Pharmacologia  Volume 3 Issue 1, 2012

Research Article

Anticancer Effect of Caffeic Acid Phenethyl Ester
Hui-Ping Lin
Institute of Cellular and System Medicine, National Central University, Chunli, Taiwan

Ching-Yu Lin
Institute of Cellular and System Medicine, National Central University, Chunli, Taiwan

Chiech Huo
Translational Center for Glandular Malignancies, National Central University, Chunli, Taiwan

Liang-Cheng Su
Department of Life Sciences, National Central University, Chunli, Taiwan

Chih-Pin Chuu
National Institute of Cancer Research, National Health Research Institutes 35, Keyan Road, Zhunan Town, Miaoli County 350, Taiwan 4 Graduate Program for Aging China Medical University, No. 91, Hsueh-Shih Road, Taichung, Taiwan

ABSTRACT:
Background: Caffeic Acid Phenethyl Ester (CAPE), a bioactive component of honeybee hive propolis, is known to exhibit anti-mitogenic, anti-carcinogenic, anti-inflammatory, anti-viral and immuno-modulatory properties.

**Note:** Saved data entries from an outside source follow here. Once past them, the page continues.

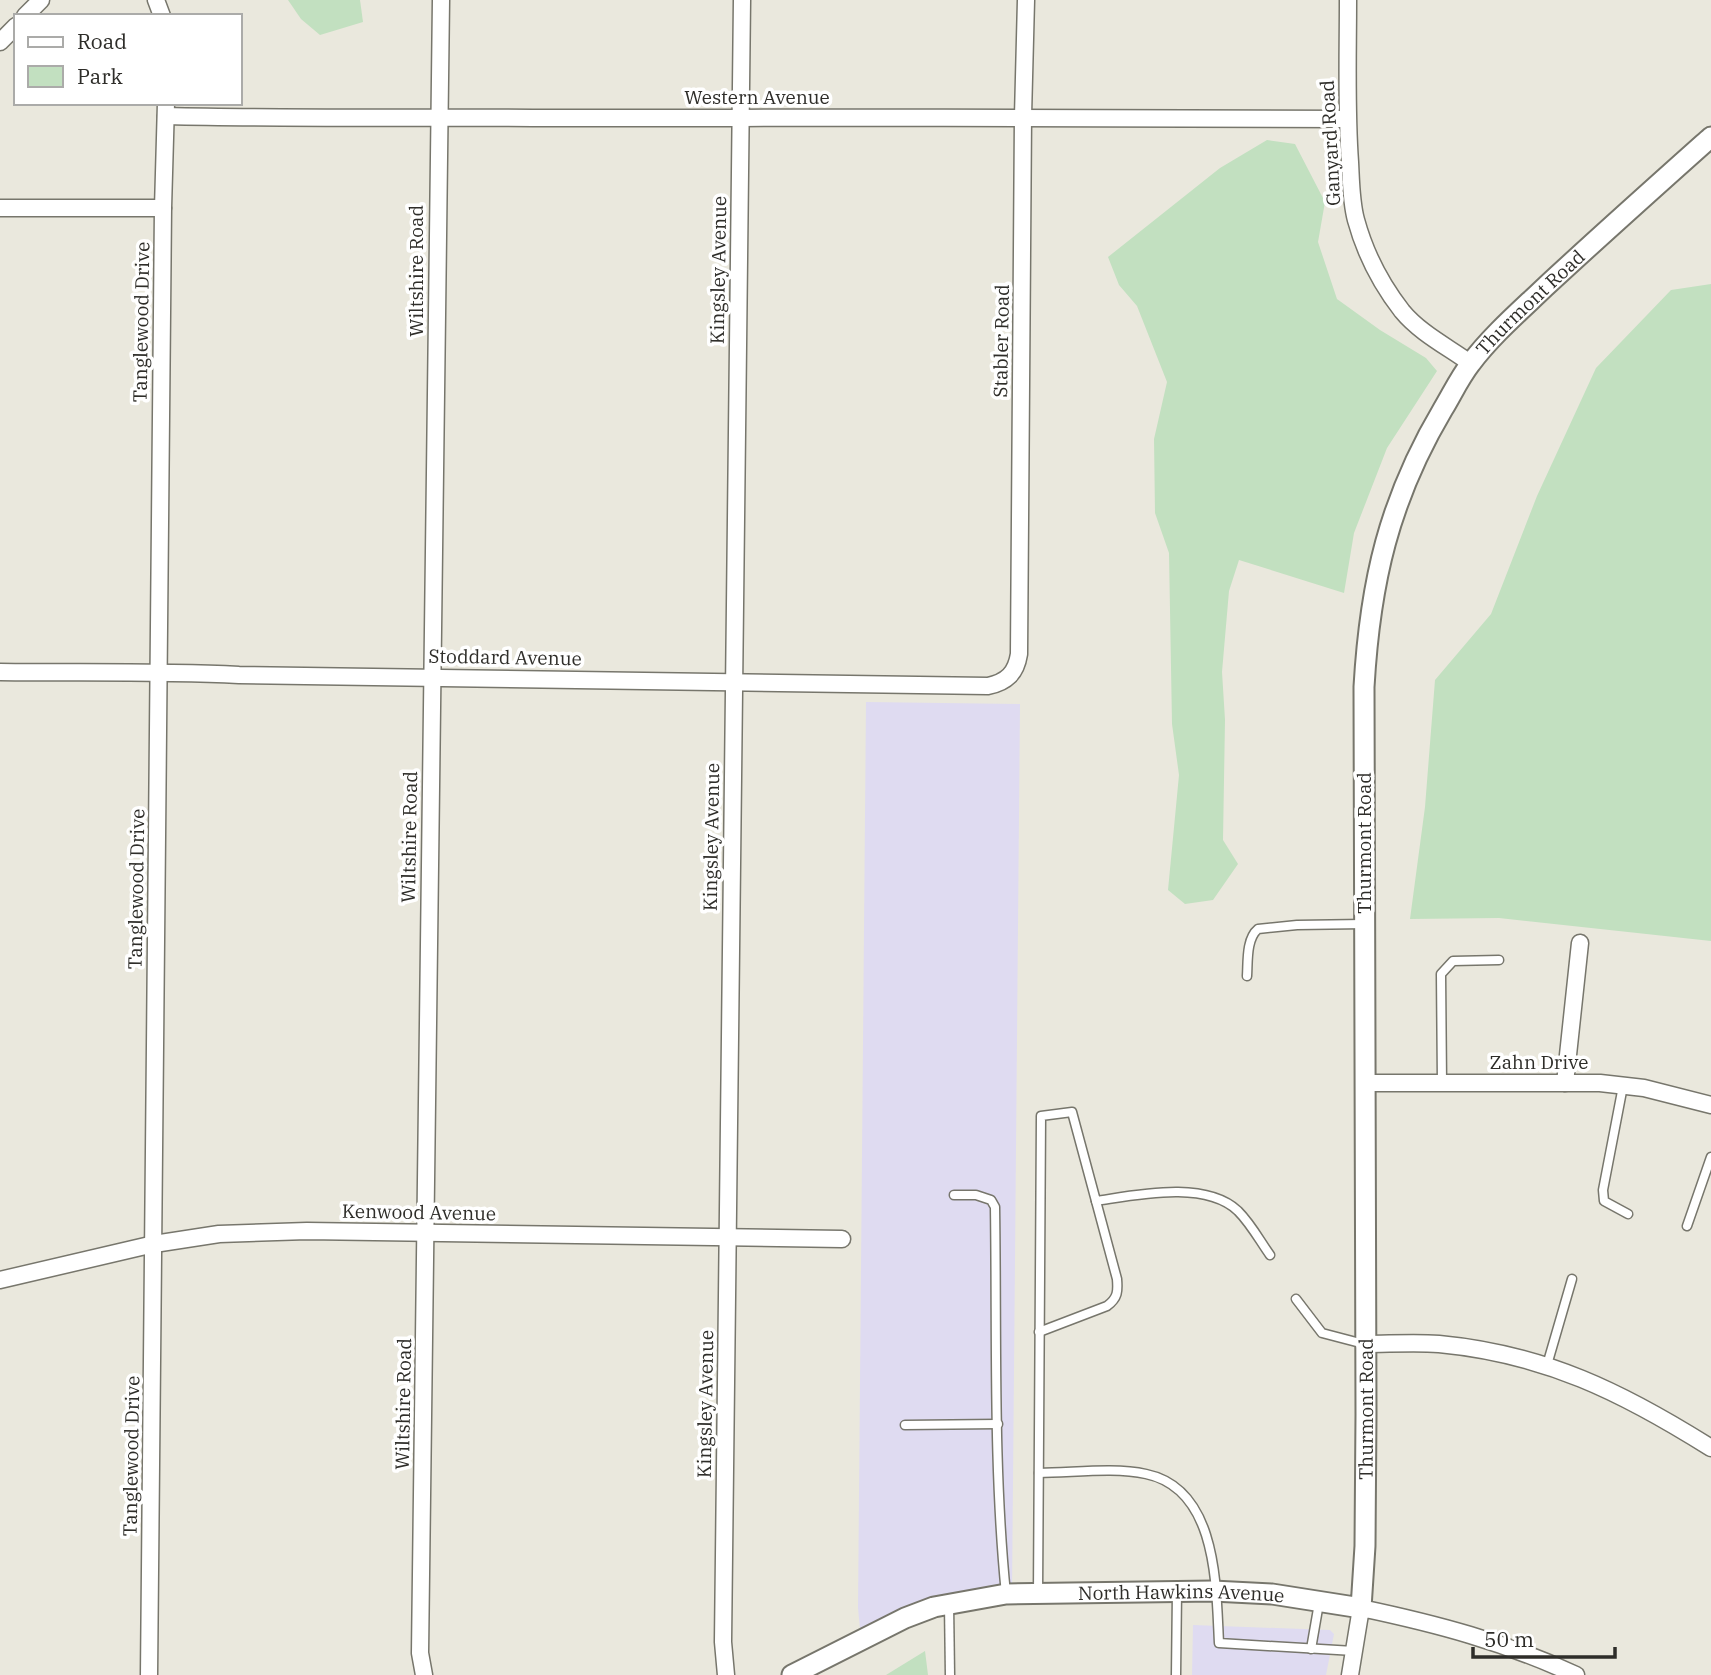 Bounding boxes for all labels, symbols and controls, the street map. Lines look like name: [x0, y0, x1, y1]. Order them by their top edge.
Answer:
legend: [14, 14, 242, 105]
text: Road: [77, 27, 127, 55]
text: Park: [77, 62, 124, 90]
street label: Ganyard Road: [1315, 79, 1345, 207]
street label: Western Avenue: [684, 85, 830, 109]
street label: Kingsley Avenue: [705, 196, 731, 344]
street label: Wiltshire Road: [404, 205, 428, 337]
street label: Tanglewood Drive: [128, 241, 154, 403]
street label: Thurmont Road: [1471, 244, 1590, 360]
street label: Stabler Road: [988, 284, 1014, 398]
street label: Stoddard Avenue: [428, 644, 582, 670]
street label: Kingsley Avenue: [698, 763, 724, 911]
street label: Wiltshire Road: [396, 771, 422, 903]
street label: Thurmont Road: [1352, 772, 1376, 914]
street label: Tanglewood Drive: [123, 808, 149, 970]
street label: Zahn Drive: [1490, 1050, 1588, 1074]
street label: Kenwood Avenue: [342, 1199, 496, 1225]
street label: Kingsley Avenue: [692, 1330, 718, 1478]
street label: Wiltshire Road: [390, 1338, 416, 1470]
street label: Thurmont Road: [1354, 1338, 1378, 1480]
street label: Tanglewood Drive: [118, 1375, 144, 1537]
street label: North Hawkins Avenue: [1078, 1579, 1286, 1608]
scale bar: [1473, 1616, 1615, 1660]
text: 50 m: [1484, 1625, 1534, 1653]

Result: In this review study, we summarize the known effect and possible mechanism of CAPE on suppressing proliferation of different cancer cells as well as inhibiting growth and metastasis of different tumors. Conclusion: Recent observations suggest CAPE administration as a potential adjuvant therapy for several types of cancer.
 
    How to Cite:
Hui-Ping Lin, Ching-Yu Lin, Chiech Huo, Liang-Cheng Su and Chih-Pin Chuu , 2012. Anticancer Effect of Caffeic Acid Phenethyl Ester. Pharmacologia, 3: 26-30
DOI: 10..5567/pharmacologia.2012.26.30
 

INTRODUCTION
Caffeic Acid Phenethyl Ester (CAPE) (Fig. 1), a lipophilic derivatives of caffeic acid and a phenolic antioxidant structurally related to 3, 4-dihydroxycinnamic acid, is one of the active components extracted from honeybee hive product propolis. CAPE has been used in folk medicine as a potent anti-inflammatory agent and is known to exhibit anti-mitogenic, anti-carcinogenic, anti-inflammatory, anti-viral and immuno-modulatory properties.

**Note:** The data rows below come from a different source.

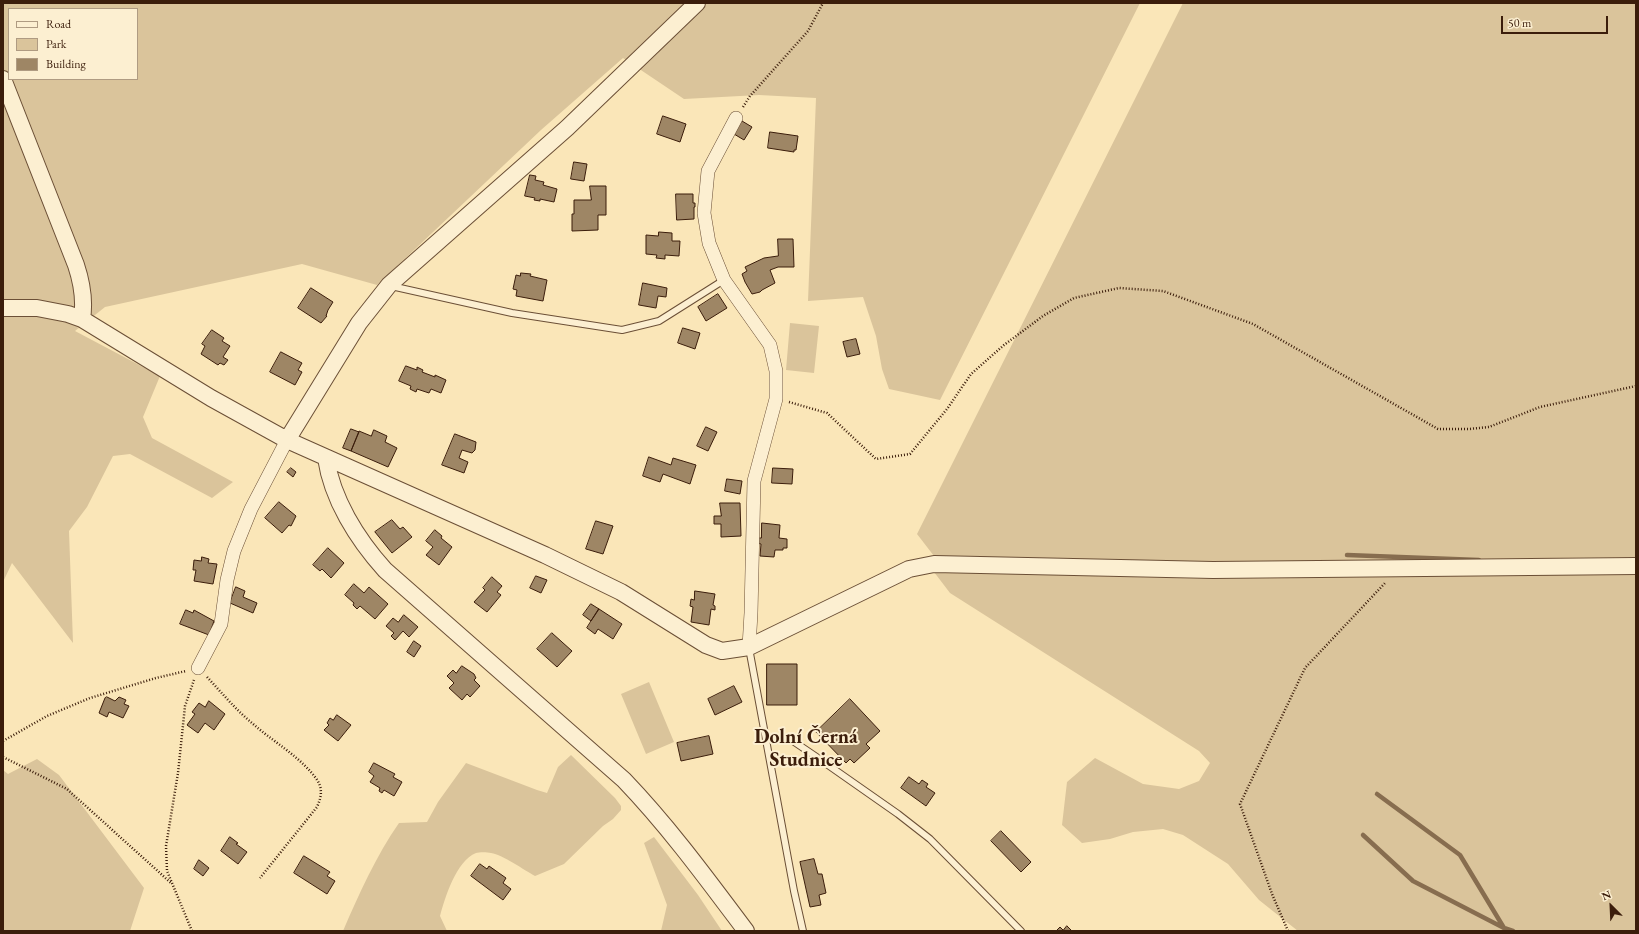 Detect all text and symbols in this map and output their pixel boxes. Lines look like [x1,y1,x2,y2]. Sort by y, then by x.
legend [8,8,138,80]
scale bar [1503,8,1610,34]
text: 50 m [1508,15,1531,31]
text: Road [46,16,71,32]
text: Park [46,36,66,52]
text: Building [46,56,86,72]
district label: Dolní Černá Studnice [754,726,858,773]
north arrow [1591,886,1631,926]
text: N [1599,887,1613,903] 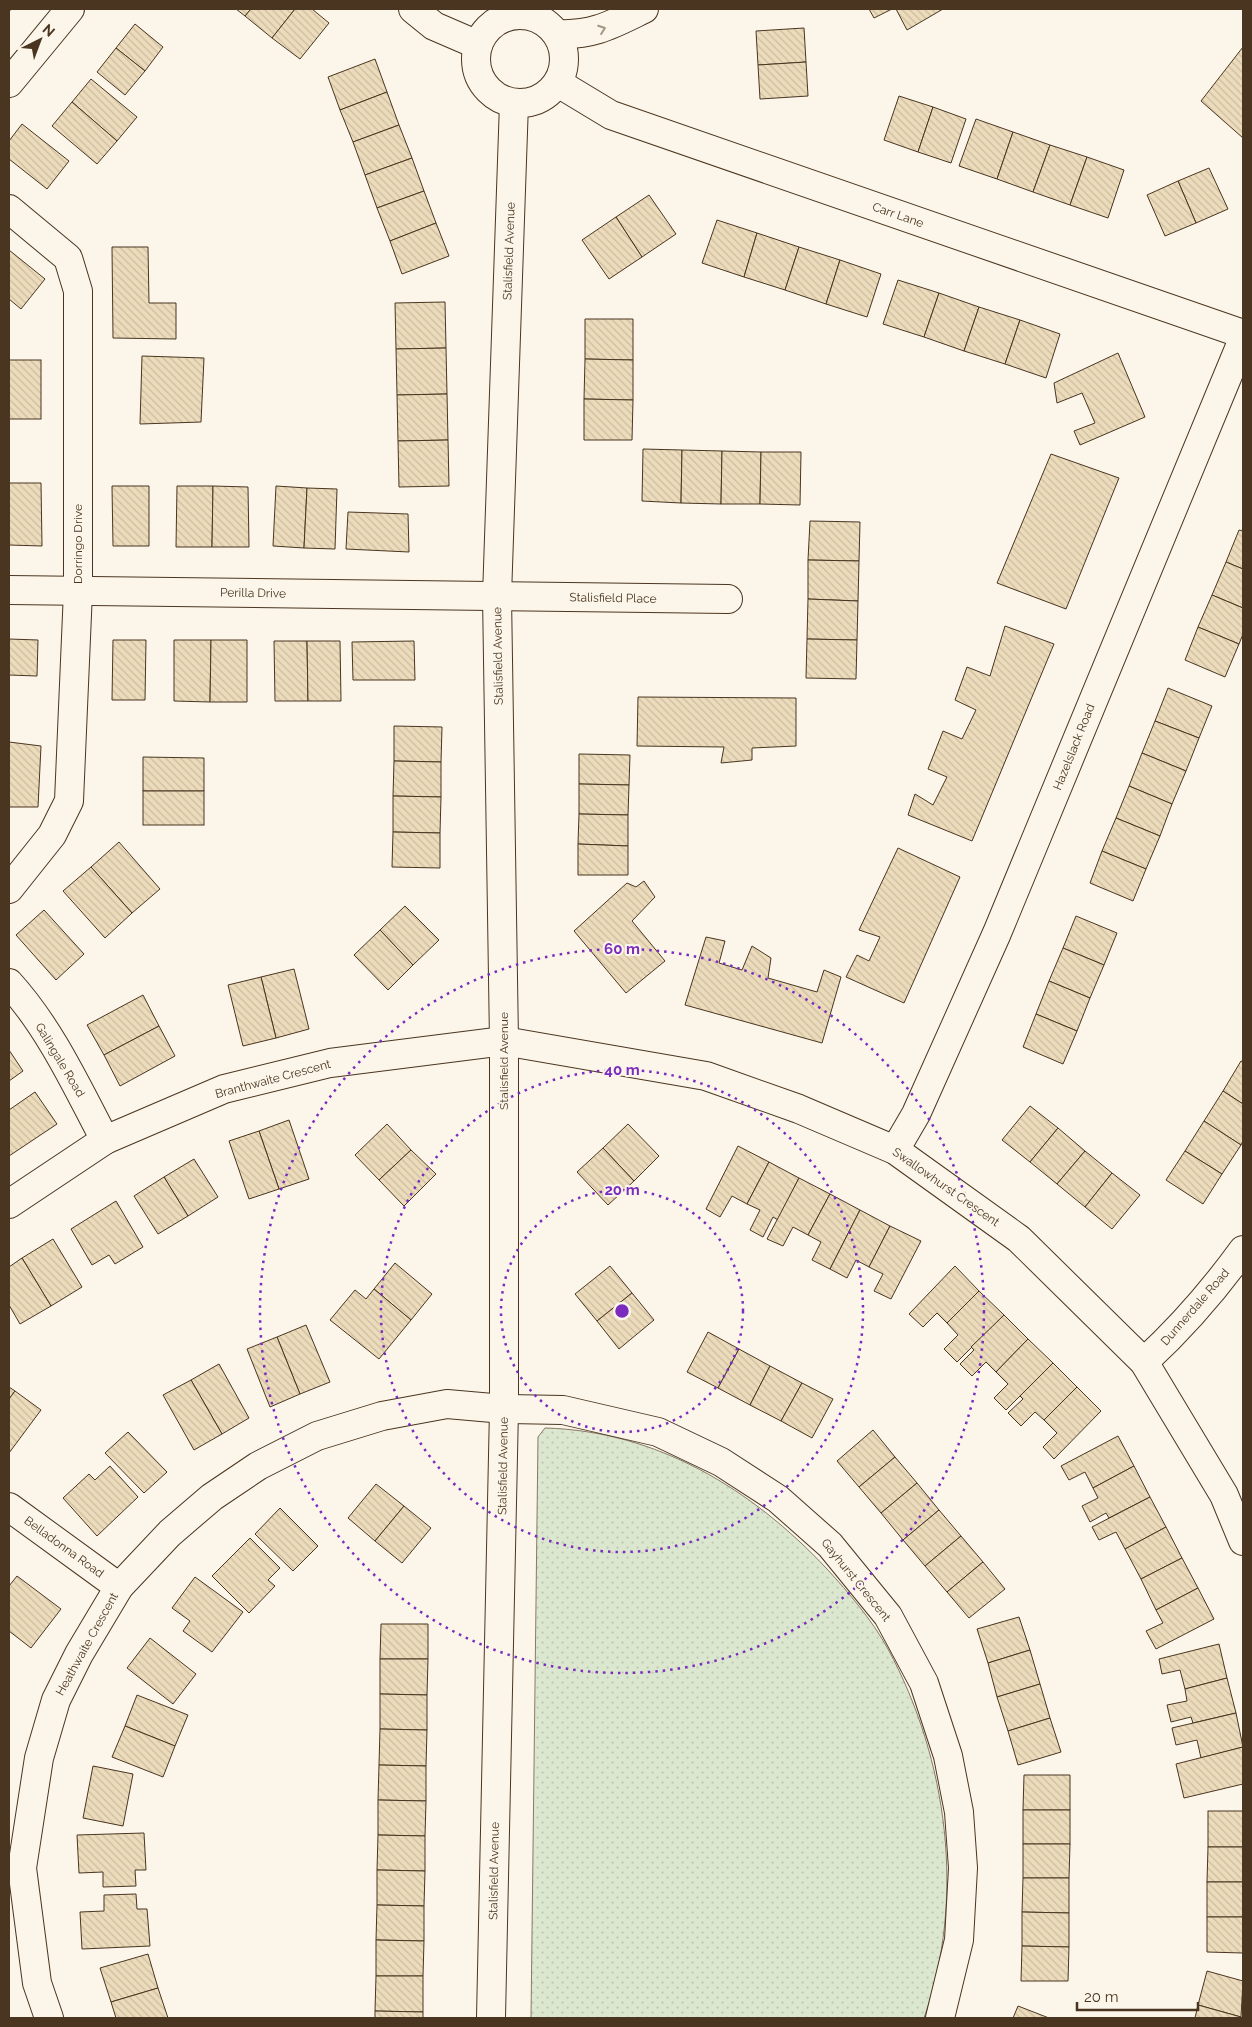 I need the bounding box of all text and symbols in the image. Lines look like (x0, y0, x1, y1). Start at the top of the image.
north arrow (15, 15, 65, 65)
text: N (39, 21, 58, 40)
one-way arrow (597, 25, 606, 35)
street label: Carr Lane (870, 200, 926, 230)
street label: Stalisfield Avenue (500, 202, 518, 300)
street label: Dorringo Drive (71, 504, 85, 584)
street label: Perilla Drive (220, 585, 286, 601)
street label: Stalisfield Place (569, 590, 657, 606)
street label: Stalisfield Avenue (490, 607, 506, 705)
street label: Hazelslack Road (1050, 702, 1098, 792)
text: 60 m (604, 940, 640, 958)
street label: Stalisfield Avenue (497, 1012, 511, 1110)
street label: Galingale Road (32, 1020, 88, 1100)
street label: Branthwaite Crescent (214, 1057, 332, 1101)
text: 40 m (604, 1061, 640, 1079)
street label: Swallowhurst Crescent (890, 1145, 1002, 1229)
text: 20 m (604, 1181, 640, 1199)
street label: Dunnerdale Road (1158, 1266, 1232, 1348)
centre of rings (613, 1302, 631, 1320)
street label: Stalisfield Avenue (495, 1417, 511, 1515)
street label: Belladonna Road (21, 1513, 107, 1581)
street label: Gayhurst Crescent (818, 1536, 894, 1624)
street label: Heathwaite Crescent (53, 1590, 121, 1698)
street label: Stalisfield Avenue (486, 1822, 502, 1920)
scale bar (1077, 1980, 1198, 2012)
text: 20 m (1084, 1988, 1119, 2006)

CAPE is well known as a NF-κB inhibitor. CAPE (50-80 μM) specifically inhibits the activation of nuclear transcription factor NF-κB induced by Tumor Necrosis Factor (TNF) and inflammatory agents as well as prevented the translocation of p65 unit of NF-κB. CAPE inhibits the binding between NF-κB and DNA but had no effect on other transcription factors (Natarajan et al., 1996). Reducing agent such as DTT, 2, 3-dimercaptopropanol and 2-mercaptoethanol reverses the effect of CAPE-induced inhibition of NF-κB activation (Natarajan et al., 1996). CAPE is also a strong antioxidant (Bhimani et al., 1993; Jaiswal et al., 1997; Sudina et al., 1993). CAPE dosage-dependently inhibits the oxidative stress induced by H2O2, oxidized bases 8-Hydroxyl-2′-Deoxyguanosine (8-OHdG), 5-Hydroxymethyl-2′-Deoxyuridine (HMdU) and 12-O-Tetradecanoylphorbol-13-acetate (TPA) in HeLa cells (Bhimani et al., 1993). CAPE also nhibits ctivity of Xanthine Oxidase (XO), which is the major source of Reactive Oxygen Species (ROS).


Fig. 1: Structure of caffeic acid phenethyl ester (CAPE)

CAPE treatment in human hepatoma HepG2 cells dramatically stimulates gene expression antioxidant response element-mediated NAD(P)H quinone oxidoreductase (NQO1) gene expression (Jaiswal et al., 1997). Several studies indicate that CAPE may be an alternative adjuvant therapy for several types of cancer with little or no side effect. We therefore summarized the important researches that have been done in the past 20 years and discussed the effect and anti-cancer mechanism of CAPE.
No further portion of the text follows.